- **What is required**: Whenever a line below includes the string "relative", show it.

Stored data
=====

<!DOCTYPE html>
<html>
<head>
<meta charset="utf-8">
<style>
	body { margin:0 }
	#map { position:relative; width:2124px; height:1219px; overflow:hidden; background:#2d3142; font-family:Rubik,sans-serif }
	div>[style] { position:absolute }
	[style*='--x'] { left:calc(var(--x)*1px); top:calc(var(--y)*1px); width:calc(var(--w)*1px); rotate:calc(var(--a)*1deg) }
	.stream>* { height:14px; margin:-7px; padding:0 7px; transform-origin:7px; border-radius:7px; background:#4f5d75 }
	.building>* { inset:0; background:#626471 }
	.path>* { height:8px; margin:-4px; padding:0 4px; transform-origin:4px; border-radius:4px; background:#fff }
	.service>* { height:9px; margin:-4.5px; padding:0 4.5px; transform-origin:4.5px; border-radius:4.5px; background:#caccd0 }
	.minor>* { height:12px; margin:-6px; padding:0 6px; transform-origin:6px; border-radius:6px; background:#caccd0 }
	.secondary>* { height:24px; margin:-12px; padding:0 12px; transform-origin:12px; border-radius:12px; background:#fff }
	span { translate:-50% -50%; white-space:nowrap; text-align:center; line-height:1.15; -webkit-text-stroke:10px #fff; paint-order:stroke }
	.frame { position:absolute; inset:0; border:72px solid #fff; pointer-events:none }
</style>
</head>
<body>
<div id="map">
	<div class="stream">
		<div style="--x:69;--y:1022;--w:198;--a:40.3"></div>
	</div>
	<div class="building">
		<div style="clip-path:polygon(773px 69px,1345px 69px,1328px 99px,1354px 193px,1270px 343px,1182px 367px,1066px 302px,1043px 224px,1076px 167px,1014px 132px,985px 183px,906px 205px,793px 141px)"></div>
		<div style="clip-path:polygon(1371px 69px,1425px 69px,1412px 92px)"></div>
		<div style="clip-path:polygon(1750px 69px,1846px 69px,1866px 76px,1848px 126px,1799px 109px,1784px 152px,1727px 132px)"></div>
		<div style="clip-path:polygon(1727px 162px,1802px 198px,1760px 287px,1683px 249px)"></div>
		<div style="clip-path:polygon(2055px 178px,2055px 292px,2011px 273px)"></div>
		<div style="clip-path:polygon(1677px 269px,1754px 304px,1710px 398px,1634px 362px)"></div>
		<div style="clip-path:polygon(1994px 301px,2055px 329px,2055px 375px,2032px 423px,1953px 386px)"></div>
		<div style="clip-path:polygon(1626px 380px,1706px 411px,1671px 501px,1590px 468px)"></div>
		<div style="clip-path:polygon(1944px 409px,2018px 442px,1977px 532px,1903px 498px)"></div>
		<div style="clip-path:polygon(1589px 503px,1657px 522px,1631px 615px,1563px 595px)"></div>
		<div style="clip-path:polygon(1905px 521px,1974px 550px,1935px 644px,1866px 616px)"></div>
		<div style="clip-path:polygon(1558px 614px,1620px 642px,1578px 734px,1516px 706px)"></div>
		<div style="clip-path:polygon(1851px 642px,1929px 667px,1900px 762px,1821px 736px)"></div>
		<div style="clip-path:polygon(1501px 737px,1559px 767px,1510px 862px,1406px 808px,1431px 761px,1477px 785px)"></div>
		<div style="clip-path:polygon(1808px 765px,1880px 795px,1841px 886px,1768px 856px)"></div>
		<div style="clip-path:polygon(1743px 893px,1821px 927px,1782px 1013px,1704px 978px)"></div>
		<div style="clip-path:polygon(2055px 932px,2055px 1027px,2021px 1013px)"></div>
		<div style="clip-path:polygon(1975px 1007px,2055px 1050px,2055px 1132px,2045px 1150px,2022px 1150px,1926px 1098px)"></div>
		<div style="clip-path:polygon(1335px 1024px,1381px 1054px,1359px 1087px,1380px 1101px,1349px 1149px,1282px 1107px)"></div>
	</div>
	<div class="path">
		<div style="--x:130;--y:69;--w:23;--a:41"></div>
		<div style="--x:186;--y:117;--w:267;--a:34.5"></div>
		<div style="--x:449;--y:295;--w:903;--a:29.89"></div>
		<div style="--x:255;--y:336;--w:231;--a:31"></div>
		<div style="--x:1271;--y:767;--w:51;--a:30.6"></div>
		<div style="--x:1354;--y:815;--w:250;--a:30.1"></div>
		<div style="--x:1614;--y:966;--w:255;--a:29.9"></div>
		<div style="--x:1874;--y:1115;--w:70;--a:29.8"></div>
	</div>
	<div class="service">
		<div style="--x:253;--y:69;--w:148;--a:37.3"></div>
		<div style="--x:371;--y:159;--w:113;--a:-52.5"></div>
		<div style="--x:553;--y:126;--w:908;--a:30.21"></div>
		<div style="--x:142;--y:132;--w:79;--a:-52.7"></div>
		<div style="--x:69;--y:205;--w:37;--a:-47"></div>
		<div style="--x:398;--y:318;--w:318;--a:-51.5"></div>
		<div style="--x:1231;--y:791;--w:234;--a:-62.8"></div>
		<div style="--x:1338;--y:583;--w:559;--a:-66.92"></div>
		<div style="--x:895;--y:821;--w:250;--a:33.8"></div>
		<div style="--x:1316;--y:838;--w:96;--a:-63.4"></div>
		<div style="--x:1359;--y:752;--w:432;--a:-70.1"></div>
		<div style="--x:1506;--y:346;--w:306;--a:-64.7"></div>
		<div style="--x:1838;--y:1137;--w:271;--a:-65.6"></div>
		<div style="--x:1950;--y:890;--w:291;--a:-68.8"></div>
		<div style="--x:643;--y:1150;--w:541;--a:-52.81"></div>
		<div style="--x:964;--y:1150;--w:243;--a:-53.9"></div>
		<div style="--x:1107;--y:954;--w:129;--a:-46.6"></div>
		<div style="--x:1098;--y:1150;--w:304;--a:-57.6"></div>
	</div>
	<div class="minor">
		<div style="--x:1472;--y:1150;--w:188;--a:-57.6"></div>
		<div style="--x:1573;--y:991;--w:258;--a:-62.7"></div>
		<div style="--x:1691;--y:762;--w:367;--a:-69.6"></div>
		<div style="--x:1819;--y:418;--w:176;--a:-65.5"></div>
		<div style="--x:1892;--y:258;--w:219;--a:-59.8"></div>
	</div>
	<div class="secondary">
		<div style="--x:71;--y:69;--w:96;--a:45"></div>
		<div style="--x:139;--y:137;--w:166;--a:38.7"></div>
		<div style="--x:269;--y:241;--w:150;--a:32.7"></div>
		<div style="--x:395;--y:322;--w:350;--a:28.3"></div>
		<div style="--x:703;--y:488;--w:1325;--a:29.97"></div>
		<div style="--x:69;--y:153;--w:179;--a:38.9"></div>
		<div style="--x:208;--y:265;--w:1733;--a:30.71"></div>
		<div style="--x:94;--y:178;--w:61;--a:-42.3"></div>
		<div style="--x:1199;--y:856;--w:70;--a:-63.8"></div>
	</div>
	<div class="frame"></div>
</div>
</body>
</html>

=====

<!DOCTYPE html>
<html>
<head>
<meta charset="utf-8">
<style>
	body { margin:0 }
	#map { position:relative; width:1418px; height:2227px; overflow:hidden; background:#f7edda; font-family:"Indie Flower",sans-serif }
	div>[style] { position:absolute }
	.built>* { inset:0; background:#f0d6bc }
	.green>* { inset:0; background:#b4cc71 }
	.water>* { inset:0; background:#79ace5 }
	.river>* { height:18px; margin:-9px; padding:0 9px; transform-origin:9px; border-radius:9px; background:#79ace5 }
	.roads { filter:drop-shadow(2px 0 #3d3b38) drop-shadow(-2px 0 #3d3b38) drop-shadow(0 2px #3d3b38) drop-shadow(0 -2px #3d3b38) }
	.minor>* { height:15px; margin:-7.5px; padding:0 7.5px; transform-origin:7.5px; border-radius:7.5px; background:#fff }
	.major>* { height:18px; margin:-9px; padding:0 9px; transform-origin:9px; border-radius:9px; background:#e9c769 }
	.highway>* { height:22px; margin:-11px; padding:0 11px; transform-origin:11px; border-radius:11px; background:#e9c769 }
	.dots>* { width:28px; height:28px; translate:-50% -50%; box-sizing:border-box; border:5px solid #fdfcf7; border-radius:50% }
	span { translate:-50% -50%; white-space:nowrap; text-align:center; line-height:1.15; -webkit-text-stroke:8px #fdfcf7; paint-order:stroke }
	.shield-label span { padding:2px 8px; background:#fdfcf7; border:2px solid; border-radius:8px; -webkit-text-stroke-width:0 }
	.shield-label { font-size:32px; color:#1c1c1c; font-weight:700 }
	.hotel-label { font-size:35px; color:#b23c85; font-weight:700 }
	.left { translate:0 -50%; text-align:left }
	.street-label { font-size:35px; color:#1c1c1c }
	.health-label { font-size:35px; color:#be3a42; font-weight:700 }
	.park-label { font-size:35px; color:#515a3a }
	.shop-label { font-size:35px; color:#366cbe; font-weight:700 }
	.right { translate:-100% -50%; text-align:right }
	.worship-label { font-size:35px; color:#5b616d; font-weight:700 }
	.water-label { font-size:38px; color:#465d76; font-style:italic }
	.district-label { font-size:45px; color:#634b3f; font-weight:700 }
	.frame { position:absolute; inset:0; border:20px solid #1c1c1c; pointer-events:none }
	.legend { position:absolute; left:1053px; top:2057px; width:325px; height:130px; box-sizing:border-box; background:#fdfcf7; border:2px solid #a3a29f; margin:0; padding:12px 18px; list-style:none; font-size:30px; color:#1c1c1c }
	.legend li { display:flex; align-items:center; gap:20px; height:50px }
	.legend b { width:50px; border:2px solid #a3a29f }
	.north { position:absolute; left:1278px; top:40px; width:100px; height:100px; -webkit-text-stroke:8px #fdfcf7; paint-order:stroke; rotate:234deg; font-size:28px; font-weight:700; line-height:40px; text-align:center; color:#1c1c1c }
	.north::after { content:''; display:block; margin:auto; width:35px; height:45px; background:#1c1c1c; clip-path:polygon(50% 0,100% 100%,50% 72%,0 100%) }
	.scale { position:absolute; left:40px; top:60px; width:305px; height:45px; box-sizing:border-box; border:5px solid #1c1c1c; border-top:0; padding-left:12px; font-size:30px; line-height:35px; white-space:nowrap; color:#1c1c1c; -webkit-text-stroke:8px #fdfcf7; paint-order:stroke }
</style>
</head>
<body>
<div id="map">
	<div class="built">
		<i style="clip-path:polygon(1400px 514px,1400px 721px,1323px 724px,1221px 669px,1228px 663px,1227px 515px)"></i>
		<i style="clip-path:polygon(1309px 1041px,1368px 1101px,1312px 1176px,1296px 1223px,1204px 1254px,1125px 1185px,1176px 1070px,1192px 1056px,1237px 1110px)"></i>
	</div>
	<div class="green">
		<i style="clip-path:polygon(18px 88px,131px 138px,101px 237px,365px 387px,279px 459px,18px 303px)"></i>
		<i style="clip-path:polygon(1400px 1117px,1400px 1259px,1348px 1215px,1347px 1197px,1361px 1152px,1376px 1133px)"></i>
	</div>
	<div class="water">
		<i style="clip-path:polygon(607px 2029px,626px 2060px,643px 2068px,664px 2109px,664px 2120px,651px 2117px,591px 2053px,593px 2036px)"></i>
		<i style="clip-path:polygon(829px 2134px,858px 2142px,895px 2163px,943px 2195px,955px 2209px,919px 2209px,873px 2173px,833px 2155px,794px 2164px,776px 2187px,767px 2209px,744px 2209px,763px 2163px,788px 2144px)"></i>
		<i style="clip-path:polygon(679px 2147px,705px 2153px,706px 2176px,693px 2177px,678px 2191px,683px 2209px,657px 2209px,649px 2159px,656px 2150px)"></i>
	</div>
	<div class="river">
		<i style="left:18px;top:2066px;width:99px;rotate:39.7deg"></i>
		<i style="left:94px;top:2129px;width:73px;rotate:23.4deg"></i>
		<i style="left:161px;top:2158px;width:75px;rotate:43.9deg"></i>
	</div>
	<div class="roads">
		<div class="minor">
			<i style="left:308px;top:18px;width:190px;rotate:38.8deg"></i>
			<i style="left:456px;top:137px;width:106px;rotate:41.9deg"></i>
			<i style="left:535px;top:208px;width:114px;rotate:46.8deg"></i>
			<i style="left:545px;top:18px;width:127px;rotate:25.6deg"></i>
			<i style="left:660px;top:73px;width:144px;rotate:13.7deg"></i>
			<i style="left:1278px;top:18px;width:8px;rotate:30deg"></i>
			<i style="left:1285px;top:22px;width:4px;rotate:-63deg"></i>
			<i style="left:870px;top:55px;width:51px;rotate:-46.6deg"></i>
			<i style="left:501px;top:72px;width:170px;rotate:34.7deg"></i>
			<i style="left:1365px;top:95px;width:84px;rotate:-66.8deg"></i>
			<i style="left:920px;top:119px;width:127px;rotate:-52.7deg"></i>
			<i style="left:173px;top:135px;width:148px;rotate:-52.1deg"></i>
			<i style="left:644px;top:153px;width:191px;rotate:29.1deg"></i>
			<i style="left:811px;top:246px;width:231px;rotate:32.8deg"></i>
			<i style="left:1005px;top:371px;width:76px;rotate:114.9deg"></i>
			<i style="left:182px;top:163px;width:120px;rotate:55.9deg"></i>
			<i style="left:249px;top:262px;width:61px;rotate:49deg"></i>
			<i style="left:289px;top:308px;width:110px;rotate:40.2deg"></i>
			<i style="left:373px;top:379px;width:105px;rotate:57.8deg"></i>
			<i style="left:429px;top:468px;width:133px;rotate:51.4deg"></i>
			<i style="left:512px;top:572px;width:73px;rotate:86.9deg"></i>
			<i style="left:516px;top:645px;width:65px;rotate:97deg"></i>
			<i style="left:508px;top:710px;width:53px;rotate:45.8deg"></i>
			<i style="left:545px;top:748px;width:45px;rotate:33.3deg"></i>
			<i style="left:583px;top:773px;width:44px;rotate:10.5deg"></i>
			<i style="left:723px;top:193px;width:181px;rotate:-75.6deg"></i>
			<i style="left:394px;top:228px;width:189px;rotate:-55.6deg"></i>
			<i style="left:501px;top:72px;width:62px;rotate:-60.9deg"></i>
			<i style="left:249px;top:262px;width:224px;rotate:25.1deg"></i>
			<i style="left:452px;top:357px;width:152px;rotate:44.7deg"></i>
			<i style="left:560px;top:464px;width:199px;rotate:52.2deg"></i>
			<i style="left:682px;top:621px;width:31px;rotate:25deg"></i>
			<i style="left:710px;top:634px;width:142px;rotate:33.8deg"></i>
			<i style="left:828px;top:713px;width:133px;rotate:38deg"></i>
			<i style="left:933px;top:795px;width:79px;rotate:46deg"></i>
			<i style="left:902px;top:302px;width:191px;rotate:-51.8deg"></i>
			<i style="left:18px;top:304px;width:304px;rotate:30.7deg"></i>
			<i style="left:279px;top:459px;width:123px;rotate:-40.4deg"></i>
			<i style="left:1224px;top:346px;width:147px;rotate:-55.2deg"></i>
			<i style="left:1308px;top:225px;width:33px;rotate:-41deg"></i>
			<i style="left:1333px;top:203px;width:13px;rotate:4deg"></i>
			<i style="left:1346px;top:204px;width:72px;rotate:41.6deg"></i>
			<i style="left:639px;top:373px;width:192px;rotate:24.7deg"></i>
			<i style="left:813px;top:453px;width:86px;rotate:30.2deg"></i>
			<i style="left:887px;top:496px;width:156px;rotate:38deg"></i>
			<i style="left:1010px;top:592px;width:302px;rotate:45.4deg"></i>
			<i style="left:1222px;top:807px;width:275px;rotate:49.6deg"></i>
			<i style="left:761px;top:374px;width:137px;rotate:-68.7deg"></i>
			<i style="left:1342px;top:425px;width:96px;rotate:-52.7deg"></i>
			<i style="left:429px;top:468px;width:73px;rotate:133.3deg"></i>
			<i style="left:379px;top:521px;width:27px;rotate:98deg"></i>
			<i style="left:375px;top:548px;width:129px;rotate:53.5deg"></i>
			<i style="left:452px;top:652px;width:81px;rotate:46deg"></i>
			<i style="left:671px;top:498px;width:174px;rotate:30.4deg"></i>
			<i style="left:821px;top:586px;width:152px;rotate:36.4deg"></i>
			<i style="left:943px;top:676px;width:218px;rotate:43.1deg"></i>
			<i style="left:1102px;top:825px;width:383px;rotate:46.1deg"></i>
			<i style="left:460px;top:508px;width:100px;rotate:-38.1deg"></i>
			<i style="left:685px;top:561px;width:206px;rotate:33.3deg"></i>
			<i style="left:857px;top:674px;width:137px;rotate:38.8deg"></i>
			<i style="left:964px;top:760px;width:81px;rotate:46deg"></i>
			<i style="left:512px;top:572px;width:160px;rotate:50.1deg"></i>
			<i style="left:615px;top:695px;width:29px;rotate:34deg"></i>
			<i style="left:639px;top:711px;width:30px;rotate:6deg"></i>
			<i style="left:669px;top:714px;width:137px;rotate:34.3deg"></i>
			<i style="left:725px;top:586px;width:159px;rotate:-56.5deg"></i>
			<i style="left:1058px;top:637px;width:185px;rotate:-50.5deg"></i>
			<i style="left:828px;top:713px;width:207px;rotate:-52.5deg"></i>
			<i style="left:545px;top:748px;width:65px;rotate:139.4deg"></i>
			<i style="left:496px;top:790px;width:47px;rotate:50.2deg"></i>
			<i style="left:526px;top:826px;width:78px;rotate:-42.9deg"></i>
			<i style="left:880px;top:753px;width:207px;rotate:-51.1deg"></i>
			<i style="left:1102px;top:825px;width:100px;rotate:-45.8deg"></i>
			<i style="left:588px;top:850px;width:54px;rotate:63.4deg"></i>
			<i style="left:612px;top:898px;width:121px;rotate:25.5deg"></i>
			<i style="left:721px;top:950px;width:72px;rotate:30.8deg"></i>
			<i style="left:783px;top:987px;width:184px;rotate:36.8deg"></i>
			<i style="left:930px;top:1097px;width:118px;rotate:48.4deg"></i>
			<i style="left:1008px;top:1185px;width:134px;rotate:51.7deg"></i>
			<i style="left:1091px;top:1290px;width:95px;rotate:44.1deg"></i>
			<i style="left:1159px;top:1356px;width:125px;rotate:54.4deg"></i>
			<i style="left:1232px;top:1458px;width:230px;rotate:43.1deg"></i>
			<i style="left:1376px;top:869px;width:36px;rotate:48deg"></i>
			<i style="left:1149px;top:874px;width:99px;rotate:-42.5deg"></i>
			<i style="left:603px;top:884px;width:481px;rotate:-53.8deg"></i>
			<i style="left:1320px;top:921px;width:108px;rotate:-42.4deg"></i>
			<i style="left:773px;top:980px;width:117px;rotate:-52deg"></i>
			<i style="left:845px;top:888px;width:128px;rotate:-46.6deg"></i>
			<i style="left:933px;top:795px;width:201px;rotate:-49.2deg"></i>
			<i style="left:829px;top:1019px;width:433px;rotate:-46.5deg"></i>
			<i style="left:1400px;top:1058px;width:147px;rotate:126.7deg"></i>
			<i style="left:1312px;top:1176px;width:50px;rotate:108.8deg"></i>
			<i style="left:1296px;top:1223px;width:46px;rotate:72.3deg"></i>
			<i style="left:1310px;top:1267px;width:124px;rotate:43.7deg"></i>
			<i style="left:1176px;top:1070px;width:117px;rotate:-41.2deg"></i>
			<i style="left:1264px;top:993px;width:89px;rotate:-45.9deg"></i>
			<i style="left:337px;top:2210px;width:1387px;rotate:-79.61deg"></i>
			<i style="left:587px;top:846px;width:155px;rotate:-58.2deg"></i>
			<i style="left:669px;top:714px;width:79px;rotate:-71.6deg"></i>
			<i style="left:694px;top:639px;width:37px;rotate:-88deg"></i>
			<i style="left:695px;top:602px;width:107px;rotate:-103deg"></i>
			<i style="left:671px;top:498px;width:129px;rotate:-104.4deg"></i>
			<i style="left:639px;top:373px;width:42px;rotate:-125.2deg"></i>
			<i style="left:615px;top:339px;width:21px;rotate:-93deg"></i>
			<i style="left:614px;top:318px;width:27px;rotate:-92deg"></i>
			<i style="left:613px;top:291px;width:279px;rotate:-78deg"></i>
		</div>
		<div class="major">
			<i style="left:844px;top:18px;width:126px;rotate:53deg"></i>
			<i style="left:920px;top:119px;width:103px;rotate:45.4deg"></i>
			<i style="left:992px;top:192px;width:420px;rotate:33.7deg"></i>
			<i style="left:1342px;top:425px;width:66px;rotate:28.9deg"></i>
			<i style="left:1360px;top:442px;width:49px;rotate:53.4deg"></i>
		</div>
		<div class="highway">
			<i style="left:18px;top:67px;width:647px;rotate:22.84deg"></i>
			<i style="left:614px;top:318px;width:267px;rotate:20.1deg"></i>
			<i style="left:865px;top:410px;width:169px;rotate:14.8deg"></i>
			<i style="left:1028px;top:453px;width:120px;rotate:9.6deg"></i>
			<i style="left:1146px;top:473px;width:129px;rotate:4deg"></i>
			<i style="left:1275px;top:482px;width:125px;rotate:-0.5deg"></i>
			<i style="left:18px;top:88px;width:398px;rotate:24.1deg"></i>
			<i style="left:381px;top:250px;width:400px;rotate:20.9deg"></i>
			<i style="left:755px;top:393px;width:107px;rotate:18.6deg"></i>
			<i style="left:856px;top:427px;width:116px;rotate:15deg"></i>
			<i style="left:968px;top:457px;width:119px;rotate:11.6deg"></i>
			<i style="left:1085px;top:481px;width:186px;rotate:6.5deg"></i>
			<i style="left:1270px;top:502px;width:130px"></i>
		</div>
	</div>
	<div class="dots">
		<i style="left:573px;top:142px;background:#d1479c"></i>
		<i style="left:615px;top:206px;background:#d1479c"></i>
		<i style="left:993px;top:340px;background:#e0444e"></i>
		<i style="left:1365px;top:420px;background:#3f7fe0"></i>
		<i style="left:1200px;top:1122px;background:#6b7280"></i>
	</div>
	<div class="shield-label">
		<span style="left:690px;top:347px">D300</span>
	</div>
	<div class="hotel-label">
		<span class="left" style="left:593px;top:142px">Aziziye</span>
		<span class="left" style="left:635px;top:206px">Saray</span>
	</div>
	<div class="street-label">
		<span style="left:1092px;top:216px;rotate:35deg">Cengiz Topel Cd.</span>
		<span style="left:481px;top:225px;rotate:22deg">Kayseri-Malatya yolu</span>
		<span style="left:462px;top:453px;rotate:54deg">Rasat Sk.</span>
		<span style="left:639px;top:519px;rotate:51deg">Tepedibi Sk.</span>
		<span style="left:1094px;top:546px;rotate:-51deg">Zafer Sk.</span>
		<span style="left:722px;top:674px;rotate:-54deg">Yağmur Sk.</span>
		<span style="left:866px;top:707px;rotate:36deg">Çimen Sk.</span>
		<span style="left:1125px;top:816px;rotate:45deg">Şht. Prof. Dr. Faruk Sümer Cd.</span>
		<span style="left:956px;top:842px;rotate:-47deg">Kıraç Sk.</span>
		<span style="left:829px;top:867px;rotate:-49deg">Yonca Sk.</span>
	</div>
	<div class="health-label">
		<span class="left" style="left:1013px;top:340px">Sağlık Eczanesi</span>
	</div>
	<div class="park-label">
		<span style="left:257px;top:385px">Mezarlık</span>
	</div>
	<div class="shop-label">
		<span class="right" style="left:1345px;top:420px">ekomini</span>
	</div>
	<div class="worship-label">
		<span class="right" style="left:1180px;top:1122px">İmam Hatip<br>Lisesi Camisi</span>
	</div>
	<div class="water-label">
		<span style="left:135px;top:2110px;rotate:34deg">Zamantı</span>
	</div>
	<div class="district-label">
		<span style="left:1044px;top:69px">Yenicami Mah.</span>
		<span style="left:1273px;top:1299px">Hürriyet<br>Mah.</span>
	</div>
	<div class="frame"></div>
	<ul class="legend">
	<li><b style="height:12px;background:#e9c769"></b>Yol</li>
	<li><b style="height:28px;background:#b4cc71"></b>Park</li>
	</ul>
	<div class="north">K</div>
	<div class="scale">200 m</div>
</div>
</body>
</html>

=====

- **Task answer**:
	#map { position:relative; width:2124px; height:1219px; overflow:hidden; background:#2d3142; font-family:Rubik,sans-serif }
	#map { position:relative; width:1418px; height:2227px; overflow:hidden; background:#f7edda; font-family:"Indie Flower",sans-serif }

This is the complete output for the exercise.